A total of 154 (92.2%) of the NHIV-PJP patients were receiving immunosuppressants for their underlying diseases. Glucocorticoid alone was administered in 147 patients (88.0%), chemotherapeutic agents alone were administered in 19 patients (11.4%) and glucocorticoids combined with immunosuppressive or chemotherapeutic agents were administered in 115 patients (68.9%). The median time from beginning immunosuppressive medication to PJP diagnosis was 186 days (range: 99–372 days). Laboratory data including blood routine, β-D-Glucan, CD4 + T cells, CD8 + T cells, CD4/CD8 ratio, procalcitonin (PCT), C-reactive protein (CRP), lactic dehydrogenase, albumin (ALB) and oxygenation index were available from all 360 patients. The value of platelet (PLT), hemoglobin (HGB), CD8 + cell counts, CRP, ALB and oxygenation index were much lower in the NHIV-PJP group than in the HIV-PJP group, the difference was statistically significant. Oppositely these variants of CD4 + T cells, CD4/CD8 ratio, PCT and lactic dehydrogenase were significantly higher in the NHIV-PJP group. Using a multivariate logistic regression model, febrile days after admission, CD4 + T cells ≤ 100cells/ul, pneumothorax, and sulfa combine caspofungine (CAS) were identified as significantly associated with mortality in the NHIV-PJP group. Six parameters were identified as significantly associated with mortality in the HIV-PJP group: PLT ≤ 80(x109/L), HGB ≤ 90g/L, ALB, CMV co-infection, pneumothorax and sulfa combine CAS.

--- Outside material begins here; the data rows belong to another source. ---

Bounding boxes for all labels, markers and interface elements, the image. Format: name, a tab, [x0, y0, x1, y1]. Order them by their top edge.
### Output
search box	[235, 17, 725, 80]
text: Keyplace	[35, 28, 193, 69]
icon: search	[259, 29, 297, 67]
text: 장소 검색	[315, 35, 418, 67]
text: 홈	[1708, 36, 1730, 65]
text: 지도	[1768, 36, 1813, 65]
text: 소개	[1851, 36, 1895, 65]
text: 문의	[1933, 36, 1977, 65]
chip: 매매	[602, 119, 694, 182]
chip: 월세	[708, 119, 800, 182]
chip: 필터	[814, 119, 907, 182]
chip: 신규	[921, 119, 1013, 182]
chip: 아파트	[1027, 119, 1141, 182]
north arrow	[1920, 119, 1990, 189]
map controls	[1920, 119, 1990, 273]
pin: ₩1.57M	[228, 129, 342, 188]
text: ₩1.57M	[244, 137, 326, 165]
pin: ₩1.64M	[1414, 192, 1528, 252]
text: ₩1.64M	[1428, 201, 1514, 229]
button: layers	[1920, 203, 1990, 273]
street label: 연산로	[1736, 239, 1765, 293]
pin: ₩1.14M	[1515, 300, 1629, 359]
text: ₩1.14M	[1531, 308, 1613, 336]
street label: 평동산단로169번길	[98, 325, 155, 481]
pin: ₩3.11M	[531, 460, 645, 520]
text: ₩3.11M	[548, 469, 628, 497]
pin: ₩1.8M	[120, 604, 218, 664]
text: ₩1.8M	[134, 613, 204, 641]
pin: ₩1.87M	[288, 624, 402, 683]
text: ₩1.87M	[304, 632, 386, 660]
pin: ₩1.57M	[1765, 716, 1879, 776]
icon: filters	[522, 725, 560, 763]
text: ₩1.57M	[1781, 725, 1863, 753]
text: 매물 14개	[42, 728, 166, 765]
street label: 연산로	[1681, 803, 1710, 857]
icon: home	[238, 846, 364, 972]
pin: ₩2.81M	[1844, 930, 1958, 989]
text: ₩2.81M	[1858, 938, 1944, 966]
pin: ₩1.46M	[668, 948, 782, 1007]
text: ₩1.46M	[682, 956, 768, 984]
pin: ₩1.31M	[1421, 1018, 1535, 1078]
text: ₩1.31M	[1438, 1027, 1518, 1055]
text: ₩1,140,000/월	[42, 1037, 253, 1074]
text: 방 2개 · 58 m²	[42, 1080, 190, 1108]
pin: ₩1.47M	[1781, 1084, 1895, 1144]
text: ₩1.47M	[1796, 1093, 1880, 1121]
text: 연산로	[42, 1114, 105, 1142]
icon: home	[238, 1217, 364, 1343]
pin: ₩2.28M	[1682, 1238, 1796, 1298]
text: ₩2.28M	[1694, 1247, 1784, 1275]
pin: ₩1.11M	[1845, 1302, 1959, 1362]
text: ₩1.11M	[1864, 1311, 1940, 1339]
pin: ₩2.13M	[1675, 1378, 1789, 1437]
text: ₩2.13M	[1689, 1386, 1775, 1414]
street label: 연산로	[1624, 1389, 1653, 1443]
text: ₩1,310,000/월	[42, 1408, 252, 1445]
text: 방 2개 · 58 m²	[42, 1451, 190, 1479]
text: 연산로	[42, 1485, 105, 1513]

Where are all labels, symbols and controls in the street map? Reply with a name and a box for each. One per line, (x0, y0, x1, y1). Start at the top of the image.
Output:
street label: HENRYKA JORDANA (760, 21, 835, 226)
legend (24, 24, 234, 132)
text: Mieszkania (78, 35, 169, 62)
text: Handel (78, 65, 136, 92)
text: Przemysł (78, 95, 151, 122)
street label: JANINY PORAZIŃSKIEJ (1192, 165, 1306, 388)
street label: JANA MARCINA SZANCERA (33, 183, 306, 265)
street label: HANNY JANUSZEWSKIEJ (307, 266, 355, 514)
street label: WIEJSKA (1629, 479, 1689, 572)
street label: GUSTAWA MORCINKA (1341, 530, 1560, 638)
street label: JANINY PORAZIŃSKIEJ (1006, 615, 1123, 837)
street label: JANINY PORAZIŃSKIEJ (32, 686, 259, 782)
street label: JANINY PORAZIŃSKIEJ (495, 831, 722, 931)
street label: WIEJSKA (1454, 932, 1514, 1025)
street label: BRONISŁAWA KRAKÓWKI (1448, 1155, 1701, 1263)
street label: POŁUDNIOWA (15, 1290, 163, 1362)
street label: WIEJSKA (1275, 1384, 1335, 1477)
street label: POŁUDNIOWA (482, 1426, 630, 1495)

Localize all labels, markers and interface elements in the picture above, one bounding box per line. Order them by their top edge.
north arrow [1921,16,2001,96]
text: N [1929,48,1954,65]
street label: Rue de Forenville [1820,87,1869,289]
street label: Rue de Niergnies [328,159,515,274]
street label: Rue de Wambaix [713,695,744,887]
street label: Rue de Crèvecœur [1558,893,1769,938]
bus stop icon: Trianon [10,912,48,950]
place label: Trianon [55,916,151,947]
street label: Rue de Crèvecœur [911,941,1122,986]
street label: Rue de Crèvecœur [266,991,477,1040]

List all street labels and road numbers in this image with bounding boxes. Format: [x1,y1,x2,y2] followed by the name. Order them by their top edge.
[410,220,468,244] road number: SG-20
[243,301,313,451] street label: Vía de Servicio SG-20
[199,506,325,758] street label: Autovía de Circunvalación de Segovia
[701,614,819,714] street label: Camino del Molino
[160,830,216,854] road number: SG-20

Co-infections in the respiratory tract were detected in both NHIV-PJP and HIV-PJP patients [87(52.0%) vs. 136(70.4%), p < 0.001], with 54 patients infected by 2 or more pathogens simultaneously. Positive serum assay for CMV was identified in 241 patients in both NHIV-PJP and HIV-PJP groups [112(67.1%) vs.129(66.5%)], EBV in 101 patients [97(58.1%) vs. 4(2.1%)], respectively. Other pathogens found in respiratory samples were mycobacterium tuberculosis [n = 5; 1(0.5%) vs. 4(2.1%)], pseudomonas aeruginosa [n = 19; 13(7.8%) vs. 6(3.1%)], klebsiella pneumonia [n = 4; 4(2.4%) vs. 0 (0.0%)], Escherichia coli [n = 9; 5(3.0%) vs. 4(2.1%)], fungi [n = 80,60 (35.9%)vs. 20 (10.3%)], Acinetobacter baumannii [n = 7; 5(3.0%) vs. 2(1.0%)], atypical pathogens [n = 4; 2(2.1%) vs. 2(1.0%)], and H1N1 virus [n = 3; 2(1.2%) vs.1(0.5%)], respectively. Co-infections in blood: Cytomegalovirus virusemia [n = 6, 0 (0.0%) vs. 6 (3.1%)], Gram-positive cocci septicemia [n = 14, 9 (5.4%) vs. 5 (2.6%)], Gram-negative bacilli septicemia [n = 9, 7 (4.2%) vs. 2 (1.0%)].
Treatment and outcome
354 patients received TMP-SMX (720 mg of trimethoprim, 3600 mg of sulfamethoxazole daily), 125 patients received TMP-SMX (720 mg of trimethoprim, 3600 mg of sulfamethoxazole daily) combined with caspofungin (50 mg daily). Adverse effects of TMP-SMX included liver dysfunction (n = 10), gastrointestinal reaction (n = 3), minor myelosuppression (n = 10), rash (n = 22), and minor renal dysfunction (n = 11). Adverse effects of TMP-SMX were more common in NHIV-PJP patients [22(13.2%) vs. 21(10.8%), p = 0.50], but this difference did not reach statistical significance. 15 patients stopped taking TMP-SMX due to drug intolerance. 351 patients received suitable antibiotic treatment according to antimicrobial susceptibility tests of respiratory samples or empiric antibiotic therapy. 275 patients received systemic corticosteroids as adjunctive therapy.
NHIV-PJP caused more severe oxygenation impairment (oxygenation index, 287.57 ± 119.28vs. 310.78 ± 100.68mmHg, p = 0.046), and transfer to the ICU [93 (55.69%) vs. 53(27.46%), p < 0.001], even extracorporeal membrane oxygenation therapy [12 (7.2%) vs. 2 (1.0%), p = 0.04].